33.

Il entre dans la grande cabine de la dunette que le capitaine Maitland lui a destinée. Il éprouve un sentiment de paix, et presque de la gaieté. Il n'est plus maître que de son esprit. Il se sent libre, comme si le choix qu'il avait fait de s'en remettre aux Anglais le déchargeait enfin du fardeau de la responsabilité. Maitland va choisir la route du Bellerophon, et les vents décideront de la course jusqu'à l'Angleterre. Après...

Le général Gourgaud aura présenté au prince-régent mes désirs. Peut-être me laissera-t-on partir en Amérique, ou bien m'installer en Angleterre.

Et s'il n'en était pas ainsi ?

Il sort sur le pont. Les marins lui rendent les honneurs. Maitland lui annonce que le Superb, le navire de l'amiral Hotham, vient de jeter l'ancre à quelques encablures. Et l'amiral se propose de venir rendre visite aux hôtes du Bellerophon.

Les Anglais ne sont pas des barbares. Ils m'accueillent comme un souverain vaincu, auquel on doit le respect et l'hospitalité.

Il rendra la visite à l'amiral à bord du Superb. Il voit les matelots grimpés dans les vergues du navire comme pour la parade. L'amiral Hotham le reçoit avec faste et respect. Tout est bien. On déjeune.

- Sans vous, les Anglais, j'eusse été Empereur de l'Orient, dit-il ; mais là où il y a de l'eau pour faire flotter un bateau, on est certain de vous rencontrer.

Il se souvient de sir Sydney Smith, son adversaire si souvent affronté.
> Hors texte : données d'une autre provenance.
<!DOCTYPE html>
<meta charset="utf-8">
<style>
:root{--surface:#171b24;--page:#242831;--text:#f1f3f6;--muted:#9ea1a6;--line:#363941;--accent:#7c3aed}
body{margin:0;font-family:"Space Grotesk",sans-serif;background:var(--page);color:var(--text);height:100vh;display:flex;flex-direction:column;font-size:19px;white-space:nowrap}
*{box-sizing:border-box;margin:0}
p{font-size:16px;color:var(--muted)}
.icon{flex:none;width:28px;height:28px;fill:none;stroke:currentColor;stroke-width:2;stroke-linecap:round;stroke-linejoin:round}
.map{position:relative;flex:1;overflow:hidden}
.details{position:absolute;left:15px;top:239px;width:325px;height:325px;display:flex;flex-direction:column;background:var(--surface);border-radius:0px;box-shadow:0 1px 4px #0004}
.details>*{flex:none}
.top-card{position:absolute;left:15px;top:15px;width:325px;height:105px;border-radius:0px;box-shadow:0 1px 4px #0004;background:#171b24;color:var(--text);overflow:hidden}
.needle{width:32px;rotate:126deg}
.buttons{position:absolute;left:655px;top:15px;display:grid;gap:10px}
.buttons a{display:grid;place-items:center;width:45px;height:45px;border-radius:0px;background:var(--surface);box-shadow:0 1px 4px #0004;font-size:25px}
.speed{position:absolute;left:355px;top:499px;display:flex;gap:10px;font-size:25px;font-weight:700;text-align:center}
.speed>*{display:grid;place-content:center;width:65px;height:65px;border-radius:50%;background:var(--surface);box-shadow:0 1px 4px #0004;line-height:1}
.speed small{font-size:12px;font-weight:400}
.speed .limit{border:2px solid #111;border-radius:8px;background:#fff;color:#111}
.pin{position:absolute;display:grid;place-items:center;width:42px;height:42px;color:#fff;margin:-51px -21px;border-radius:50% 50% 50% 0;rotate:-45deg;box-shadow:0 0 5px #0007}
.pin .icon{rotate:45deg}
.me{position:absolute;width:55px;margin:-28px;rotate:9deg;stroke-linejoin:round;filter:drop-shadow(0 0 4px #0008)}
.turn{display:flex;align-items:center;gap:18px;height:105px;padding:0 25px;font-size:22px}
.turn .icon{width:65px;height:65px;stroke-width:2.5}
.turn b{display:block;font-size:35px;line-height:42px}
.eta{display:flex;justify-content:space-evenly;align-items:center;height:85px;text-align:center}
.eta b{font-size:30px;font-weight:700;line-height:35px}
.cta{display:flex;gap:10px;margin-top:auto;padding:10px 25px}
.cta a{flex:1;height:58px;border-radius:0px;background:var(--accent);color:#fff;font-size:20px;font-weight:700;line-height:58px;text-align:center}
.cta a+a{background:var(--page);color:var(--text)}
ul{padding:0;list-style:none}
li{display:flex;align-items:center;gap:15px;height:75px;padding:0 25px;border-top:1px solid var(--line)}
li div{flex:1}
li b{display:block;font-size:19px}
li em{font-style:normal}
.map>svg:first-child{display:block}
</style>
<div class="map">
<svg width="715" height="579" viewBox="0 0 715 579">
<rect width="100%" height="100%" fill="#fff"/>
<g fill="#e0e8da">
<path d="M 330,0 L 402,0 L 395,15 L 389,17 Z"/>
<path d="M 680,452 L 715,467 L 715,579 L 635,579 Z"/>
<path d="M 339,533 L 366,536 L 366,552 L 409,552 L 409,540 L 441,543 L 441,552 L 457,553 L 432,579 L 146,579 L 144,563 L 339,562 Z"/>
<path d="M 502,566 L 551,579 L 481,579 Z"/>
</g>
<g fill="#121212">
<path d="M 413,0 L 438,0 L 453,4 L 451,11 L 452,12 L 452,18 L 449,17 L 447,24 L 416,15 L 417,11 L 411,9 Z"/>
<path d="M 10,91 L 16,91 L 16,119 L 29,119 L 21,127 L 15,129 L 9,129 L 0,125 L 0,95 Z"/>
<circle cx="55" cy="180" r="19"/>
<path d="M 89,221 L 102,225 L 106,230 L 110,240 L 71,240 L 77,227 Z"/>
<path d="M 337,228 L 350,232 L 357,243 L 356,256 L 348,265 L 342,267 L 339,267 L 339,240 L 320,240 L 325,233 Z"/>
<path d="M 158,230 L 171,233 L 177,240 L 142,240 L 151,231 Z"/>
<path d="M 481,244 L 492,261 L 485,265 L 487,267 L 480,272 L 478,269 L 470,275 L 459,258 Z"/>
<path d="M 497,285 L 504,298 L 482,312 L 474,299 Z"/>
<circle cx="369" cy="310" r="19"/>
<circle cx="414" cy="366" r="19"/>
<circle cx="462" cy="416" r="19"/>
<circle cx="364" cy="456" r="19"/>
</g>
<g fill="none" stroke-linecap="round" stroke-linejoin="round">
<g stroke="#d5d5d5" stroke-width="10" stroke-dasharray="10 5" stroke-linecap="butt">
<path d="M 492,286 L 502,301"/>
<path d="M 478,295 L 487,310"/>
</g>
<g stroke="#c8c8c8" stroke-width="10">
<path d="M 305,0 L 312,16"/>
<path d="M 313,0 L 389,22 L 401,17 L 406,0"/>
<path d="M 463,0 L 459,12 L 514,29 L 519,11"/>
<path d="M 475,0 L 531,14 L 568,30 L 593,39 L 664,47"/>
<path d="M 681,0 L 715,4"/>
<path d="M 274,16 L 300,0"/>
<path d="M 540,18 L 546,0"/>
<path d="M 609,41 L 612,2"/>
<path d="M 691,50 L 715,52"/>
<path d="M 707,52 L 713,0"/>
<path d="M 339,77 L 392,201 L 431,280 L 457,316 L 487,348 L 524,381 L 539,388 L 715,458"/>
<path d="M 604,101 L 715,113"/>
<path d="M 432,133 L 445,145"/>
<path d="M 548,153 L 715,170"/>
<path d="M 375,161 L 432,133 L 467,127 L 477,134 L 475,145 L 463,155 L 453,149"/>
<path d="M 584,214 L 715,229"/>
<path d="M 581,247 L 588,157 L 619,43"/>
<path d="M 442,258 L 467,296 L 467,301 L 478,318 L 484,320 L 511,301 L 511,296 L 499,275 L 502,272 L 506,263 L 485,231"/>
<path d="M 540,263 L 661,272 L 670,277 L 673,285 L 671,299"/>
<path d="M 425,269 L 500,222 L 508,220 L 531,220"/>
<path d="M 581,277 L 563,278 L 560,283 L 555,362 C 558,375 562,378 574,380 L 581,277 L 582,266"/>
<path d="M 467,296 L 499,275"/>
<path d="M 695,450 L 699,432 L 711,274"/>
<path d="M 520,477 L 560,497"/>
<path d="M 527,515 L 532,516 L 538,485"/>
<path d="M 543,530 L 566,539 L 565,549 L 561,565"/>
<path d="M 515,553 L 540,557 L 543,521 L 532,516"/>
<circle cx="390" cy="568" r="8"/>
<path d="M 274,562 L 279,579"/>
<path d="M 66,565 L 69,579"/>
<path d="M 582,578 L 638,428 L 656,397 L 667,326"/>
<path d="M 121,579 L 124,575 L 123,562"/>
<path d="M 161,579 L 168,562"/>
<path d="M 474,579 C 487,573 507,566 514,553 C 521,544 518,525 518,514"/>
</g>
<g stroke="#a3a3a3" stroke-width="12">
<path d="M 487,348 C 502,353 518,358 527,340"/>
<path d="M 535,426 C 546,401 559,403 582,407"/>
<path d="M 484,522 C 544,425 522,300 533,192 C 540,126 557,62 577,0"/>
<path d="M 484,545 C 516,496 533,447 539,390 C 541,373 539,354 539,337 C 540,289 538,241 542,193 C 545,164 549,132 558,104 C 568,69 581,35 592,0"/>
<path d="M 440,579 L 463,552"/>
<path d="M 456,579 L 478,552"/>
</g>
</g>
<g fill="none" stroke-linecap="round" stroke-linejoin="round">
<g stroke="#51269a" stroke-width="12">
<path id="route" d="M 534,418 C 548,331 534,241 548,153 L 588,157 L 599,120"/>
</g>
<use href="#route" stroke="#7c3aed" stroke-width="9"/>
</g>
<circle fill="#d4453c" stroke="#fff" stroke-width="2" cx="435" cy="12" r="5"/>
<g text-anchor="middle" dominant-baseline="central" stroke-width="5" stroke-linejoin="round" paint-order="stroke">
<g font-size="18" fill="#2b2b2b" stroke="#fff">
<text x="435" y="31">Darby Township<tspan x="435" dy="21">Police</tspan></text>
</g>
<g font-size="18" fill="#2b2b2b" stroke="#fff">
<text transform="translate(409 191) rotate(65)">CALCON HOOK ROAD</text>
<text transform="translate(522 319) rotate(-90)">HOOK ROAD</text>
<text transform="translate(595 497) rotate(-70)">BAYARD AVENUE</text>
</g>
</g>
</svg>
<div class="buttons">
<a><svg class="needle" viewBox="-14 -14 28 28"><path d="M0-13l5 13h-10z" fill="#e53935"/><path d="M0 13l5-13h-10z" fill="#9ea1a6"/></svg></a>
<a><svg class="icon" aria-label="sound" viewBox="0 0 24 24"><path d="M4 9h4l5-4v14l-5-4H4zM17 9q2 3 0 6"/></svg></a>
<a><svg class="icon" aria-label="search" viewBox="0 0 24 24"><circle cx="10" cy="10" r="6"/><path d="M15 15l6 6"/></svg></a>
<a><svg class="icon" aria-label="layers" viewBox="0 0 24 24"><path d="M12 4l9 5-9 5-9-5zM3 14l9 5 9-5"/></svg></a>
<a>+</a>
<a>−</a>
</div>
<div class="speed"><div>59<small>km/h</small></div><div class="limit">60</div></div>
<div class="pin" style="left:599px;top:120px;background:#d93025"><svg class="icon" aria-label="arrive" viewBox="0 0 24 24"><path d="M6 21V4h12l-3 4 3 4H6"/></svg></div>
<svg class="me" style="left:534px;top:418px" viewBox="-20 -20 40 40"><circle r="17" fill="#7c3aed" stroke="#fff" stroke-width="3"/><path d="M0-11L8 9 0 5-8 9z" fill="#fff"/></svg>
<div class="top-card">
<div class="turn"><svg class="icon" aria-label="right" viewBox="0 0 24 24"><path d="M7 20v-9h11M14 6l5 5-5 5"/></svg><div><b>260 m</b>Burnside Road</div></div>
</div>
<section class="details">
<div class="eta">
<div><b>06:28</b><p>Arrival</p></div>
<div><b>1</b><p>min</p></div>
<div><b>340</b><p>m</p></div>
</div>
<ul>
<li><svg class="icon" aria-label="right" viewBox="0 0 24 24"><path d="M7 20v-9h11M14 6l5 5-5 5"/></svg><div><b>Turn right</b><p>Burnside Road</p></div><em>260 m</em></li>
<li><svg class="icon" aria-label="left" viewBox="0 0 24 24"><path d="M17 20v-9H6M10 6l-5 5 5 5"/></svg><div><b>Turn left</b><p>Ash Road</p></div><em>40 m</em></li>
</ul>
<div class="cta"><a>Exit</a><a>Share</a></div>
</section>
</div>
Il évoque son retour d'Égypte à bord de la frégate Muiron, et la main de la fortune qui avait écarté les croisières anglaises, comme elle avait auparavant éloigné la flotte de Nelson.

Il marche sur le pont du Bellerophon qui a enfin appareillé le dimanche soir 16 juillet 1815.

Il est heureux de son choix. Il n'a pas été pris dans la souricière que sûrement voulaient lui tendre Louis XVIII, Talleyrand et Fouché. Il s'accoude au bastingage, regarde disparaître les côtes de France.

Là-bas a été ma vie.

Le dimanche 23 juillet, à cinq heures du matin, il monte sur le pont qu'on lave à grande eau. Mais cette nuit il n'a pas pu dormir. C'était comme si les craquements de la coque du navire résonnaient dans son esprit. On doit être au large d'Ouessant.

Il interroge un aspirant qui montre du doigt cette flèche noire qui s'enfonce dans la mer alors que le jour bleuit.

- Cap Ouessant.

Là-bas, l'extrémité de mon pays, de ma vie.

Napoléon se hisse sur un affût de canon. Il regarde cette pointe de terre dans sa lunette. Il ne peut la quitter des yeux. Et lorsqu'elle disparaît, dans la lumière vive de midi, c'est une part de lui qui s'enfonce dans un abîme.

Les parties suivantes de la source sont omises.